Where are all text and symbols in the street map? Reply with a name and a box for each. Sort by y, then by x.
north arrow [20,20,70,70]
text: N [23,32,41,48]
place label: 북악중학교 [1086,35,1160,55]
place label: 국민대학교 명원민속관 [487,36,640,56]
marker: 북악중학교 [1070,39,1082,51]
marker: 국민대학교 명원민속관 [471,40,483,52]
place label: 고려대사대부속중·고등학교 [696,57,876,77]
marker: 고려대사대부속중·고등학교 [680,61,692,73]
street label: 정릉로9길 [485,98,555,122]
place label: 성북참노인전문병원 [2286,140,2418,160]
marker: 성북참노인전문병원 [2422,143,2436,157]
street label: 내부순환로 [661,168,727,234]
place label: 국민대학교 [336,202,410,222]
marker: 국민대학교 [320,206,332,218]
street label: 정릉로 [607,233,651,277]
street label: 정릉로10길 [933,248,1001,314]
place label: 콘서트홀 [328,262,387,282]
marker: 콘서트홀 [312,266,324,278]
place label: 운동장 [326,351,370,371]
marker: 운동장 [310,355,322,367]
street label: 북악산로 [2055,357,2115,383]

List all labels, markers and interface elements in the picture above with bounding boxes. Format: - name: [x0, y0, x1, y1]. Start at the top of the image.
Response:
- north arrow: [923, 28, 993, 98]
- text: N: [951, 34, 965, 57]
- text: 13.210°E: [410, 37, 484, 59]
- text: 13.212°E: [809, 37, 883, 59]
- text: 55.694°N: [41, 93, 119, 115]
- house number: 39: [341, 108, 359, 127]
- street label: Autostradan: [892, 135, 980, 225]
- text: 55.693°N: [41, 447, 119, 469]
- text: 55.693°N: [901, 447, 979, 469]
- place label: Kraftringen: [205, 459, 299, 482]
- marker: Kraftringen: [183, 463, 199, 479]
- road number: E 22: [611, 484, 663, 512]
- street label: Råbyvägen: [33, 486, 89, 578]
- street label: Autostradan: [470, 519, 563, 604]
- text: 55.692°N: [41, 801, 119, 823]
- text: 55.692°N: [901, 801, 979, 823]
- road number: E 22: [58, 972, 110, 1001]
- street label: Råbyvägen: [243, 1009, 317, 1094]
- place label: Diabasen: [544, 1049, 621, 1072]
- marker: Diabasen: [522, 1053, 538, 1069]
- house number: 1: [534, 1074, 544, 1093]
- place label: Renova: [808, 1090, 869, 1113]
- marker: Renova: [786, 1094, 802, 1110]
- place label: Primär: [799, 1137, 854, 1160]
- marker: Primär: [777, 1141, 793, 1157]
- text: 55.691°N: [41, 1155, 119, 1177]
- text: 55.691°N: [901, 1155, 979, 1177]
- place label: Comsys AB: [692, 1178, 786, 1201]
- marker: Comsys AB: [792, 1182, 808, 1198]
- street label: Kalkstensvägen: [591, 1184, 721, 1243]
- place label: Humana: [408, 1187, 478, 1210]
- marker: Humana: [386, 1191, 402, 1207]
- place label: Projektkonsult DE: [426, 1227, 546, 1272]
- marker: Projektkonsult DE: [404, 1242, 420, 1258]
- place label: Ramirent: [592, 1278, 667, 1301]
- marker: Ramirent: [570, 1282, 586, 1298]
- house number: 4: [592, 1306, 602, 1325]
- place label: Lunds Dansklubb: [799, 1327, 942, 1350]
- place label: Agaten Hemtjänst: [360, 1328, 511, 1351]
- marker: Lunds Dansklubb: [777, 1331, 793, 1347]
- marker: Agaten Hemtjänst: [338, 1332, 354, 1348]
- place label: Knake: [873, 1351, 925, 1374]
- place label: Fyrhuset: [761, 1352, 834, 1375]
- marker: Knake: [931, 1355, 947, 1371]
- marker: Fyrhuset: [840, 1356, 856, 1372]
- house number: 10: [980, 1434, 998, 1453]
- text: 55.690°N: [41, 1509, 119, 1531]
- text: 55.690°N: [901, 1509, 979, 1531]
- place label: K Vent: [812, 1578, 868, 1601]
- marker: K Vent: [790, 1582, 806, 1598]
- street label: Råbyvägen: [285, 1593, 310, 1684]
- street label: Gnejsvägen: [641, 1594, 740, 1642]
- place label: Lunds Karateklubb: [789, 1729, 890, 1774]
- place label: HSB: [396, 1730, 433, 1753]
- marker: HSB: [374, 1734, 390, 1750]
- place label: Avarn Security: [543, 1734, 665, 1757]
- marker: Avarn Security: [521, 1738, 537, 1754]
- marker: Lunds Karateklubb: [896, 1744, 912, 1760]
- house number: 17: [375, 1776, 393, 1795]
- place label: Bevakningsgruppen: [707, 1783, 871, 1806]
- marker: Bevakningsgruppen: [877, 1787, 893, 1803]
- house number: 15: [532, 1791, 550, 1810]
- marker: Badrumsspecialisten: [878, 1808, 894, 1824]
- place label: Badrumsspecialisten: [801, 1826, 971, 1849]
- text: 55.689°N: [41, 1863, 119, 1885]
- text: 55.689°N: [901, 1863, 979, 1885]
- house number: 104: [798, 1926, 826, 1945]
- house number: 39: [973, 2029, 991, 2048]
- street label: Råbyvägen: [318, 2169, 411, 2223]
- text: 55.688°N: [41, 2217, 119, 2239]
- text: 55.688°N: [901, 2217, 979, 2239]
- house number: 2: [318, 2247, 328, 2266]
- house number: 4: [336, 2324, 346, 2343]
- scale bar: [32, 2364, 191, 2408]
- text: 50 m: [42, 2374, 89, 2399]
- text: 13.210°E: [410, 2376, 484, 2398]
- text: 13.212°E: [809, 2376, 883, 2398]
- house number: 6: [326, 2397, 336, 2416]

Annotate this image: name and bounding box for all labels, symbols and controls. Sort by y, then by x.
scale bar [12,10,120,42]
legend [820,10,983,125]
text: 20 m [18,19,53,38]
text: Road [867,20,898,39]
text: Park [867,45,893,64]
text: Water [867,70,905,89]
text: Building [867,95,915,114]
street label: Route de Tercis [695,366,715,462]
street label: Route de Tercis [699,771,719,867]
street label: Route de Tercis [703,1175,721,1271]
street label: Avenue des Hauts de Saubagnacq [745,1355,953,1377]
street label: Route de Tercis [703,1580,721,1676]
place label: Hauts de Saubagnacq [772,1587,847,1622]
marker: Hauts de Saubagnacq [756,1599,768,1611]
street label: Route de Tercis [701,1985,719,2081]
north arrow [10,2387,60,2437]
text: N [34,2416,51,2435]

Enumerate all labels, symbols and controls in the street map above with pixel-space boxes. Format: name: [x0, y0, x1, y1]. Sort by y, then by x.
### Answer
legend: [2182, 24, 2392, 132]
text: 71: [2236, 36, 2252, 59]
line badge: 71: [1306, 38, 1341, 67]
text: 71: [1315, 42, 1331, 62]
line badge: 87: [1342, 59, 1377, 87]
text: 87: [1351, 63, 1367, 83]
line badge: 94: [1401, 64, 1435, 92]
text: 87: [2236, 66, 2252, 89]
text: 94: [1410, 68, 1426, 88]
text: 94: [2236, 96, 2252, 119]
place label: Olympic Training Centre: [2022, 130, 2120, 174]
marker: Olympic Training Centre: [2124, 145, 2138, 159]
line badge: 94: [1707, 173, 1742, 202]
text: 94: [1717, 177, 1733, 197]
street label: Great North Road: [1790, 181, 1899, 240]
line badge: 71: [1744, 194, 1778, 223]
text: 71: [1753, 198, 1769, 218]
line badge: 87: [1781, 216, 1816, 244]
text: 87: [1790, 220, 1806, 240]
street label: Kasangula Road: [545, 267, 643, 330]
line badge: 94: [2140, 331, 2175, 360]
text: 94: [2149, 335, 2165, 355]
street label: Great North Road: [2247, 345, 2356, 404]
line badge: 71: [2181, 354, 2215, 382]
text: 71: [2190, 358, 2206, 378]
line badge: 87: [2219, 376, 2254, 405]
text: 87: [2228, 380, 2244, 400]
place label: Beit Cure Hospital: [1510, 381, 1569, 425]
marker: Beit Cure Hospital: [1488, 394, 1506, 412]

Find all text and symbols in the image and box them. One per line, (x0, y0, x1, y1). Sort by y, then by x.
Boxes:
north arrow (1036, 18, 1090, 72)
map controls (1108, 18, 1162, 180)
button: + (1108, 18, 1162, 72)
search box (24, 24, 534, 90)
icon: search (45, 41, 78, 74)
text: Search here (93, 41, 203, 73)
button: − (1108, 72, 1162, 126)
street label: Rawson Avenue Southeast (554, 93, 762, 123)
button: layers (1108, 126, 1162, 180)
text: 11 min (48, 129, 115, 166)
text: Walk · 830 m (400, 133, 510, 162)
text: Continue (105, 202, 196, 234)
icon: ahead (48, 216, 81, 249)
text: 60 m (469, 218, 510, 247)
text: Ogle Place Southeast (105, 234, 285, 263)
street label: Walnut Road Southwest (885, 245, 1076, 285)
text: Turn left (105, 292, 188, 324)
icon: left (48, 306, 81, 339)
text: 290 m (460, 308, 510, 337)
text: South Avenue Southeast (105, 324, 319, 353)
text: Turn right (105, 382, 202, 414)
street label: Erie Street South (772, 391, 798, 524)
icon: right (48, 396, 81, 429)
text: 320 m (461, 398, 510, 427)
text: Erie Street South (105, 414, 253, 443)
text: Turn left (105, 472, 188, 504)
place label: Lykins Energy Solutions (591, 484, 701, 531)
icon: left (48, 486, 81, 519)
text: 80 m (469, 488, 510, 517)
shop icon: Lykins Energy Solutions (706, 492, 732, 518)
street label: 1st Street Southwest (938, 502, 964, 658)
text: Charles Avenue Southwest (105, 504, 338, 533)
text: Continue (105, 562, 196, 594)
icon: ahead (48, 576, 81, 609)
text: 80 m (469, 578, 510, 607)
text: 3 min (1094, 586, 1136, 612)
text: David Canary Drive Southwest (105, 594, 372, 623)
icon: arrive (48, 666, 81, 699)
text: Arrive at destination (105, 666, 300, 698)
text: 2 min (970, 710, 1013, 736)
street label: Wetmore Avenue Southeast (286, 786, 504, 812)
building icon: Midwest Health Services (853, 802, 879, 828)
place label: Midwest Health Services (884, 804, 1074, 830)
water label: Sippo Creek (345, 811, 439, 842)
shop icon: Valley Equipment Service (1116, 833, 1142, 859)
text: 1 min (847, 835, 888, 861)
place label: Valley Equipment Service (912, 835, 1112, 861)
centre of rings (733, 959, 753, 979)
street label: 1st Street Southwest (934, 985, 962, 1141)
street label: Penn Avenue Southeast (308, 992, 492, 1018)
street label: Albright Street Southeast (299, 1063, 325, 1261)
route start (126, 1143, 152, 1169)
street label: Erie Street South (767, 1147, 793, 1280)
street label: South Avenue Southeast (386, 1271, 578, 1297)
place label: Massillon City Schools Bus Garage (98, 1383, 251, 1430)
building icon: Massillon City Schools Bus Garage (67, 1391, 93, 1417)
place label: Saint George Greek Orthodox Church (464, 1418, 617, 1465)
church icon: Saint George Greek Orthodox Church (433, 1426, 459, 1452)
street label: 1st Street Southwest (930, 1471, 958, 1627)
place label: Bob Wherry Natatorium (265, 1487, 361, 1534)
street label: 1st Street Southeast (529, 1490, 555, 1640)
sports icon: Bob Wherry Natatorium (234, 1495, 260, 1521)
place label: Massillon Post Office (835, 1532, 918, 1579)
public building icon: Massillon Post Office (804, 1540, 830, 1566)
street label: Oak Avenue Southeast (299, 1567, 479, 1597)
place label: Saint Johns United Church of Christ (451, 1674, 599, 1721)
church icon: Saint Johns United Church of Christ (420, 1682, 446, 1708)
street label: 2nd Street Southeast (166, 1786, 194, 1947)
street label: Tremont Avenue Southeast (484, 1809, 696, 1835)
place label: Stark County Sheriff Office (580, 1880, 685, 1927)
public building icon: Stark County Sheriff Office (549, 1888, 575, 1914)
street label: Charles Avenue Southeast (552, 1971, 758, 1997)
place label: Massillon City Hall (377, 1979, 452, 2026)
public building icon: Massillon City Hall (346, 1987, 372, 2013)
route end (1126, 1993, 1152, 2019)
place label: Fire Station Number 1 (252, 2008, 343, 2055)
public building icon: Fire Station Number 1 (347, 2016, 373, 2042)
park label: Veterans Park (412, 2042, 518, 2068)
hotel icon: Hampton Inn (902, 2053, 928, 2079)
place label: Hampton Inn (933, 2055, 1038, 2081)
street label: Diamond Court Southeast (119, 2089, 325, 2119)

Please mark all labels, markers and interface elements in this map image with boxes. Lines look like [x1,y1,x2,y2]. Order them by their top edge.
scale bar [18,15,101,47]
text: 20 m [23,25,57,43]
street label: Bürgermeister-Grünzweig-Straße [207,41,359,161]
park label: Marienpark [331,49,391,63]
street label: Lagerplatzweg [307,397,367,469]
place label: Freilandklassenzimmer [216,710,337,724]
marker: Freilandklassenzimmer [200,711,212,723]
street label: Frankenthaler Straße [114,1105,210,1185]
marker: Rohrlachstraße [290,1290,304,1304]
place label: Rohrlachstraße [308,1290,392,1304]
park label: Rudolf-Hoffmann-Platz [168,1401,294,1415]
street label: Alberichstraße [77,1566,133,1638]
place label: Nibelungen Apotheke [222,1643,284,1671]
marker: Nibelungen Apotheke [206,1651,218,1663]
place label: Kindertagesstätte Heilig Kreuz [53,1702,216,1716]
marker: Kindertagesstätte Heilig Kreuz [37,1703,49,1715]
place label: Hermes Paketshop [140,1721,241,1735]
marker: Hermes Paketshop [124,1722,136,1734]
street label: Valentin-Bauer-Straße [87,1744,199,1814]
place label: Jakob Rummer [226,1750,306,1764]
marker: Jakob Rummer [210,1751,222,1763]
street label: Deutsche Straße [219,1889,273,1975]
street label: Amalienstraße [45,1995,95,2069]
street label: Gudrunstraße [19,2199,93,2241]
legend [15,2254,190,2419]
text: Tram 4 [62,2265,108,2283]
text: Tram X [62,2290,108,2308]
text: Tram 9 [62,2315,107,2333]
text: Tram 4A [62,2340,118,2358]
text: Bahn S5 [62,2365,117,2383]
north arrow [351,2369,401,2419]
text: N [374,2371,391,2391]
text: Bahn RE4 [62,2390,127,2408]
· · · · ·
When the line with "Annotate this image: name" is reached in the data above, begin copying, and stop after the line with "Enumerate all labels, symbols"; copy each line exactly, both ends included.

**OUTPUT OF THE EXERCISE**
Annotate this image: name and bounding box for all labels, symbols and controls. Sort by y, then by x.
scale bar [12,10,120,42]
legend [820,10,983,125]
text: 20 m [18,19,53,38]
text: Road [867,20,898,39]
text: Park [867,45,893,64]
text: Water [867,70,905,89]
text: Building [867,95,915,114]
street label: Route de Tercis [695,366,715,462]
street label: Route de Tercis [699,771,719,867]
street label: Route de Tercis [703,1175,721,1271]
street label: Avenue des Hauts de Saubagnacq [745,1355,953,1377]
street label: Route de Tercis [703,1580,721,1676]
place label: Hauts de Saubagnacq [772,1587,847,1622]
marker: Hauts de Saubagnacq [756,1599,768,1611]
street label: Route de Tercis [701,1985,719,2081]
north arrow [10,2387,60,2437]
text: N [34,2416,51,2435]

Enumerate all labels, symbols and controls in the street map above with pixel-space boxes. Format: name: [x0, y0, x1, y1]. Sort by y, then by x.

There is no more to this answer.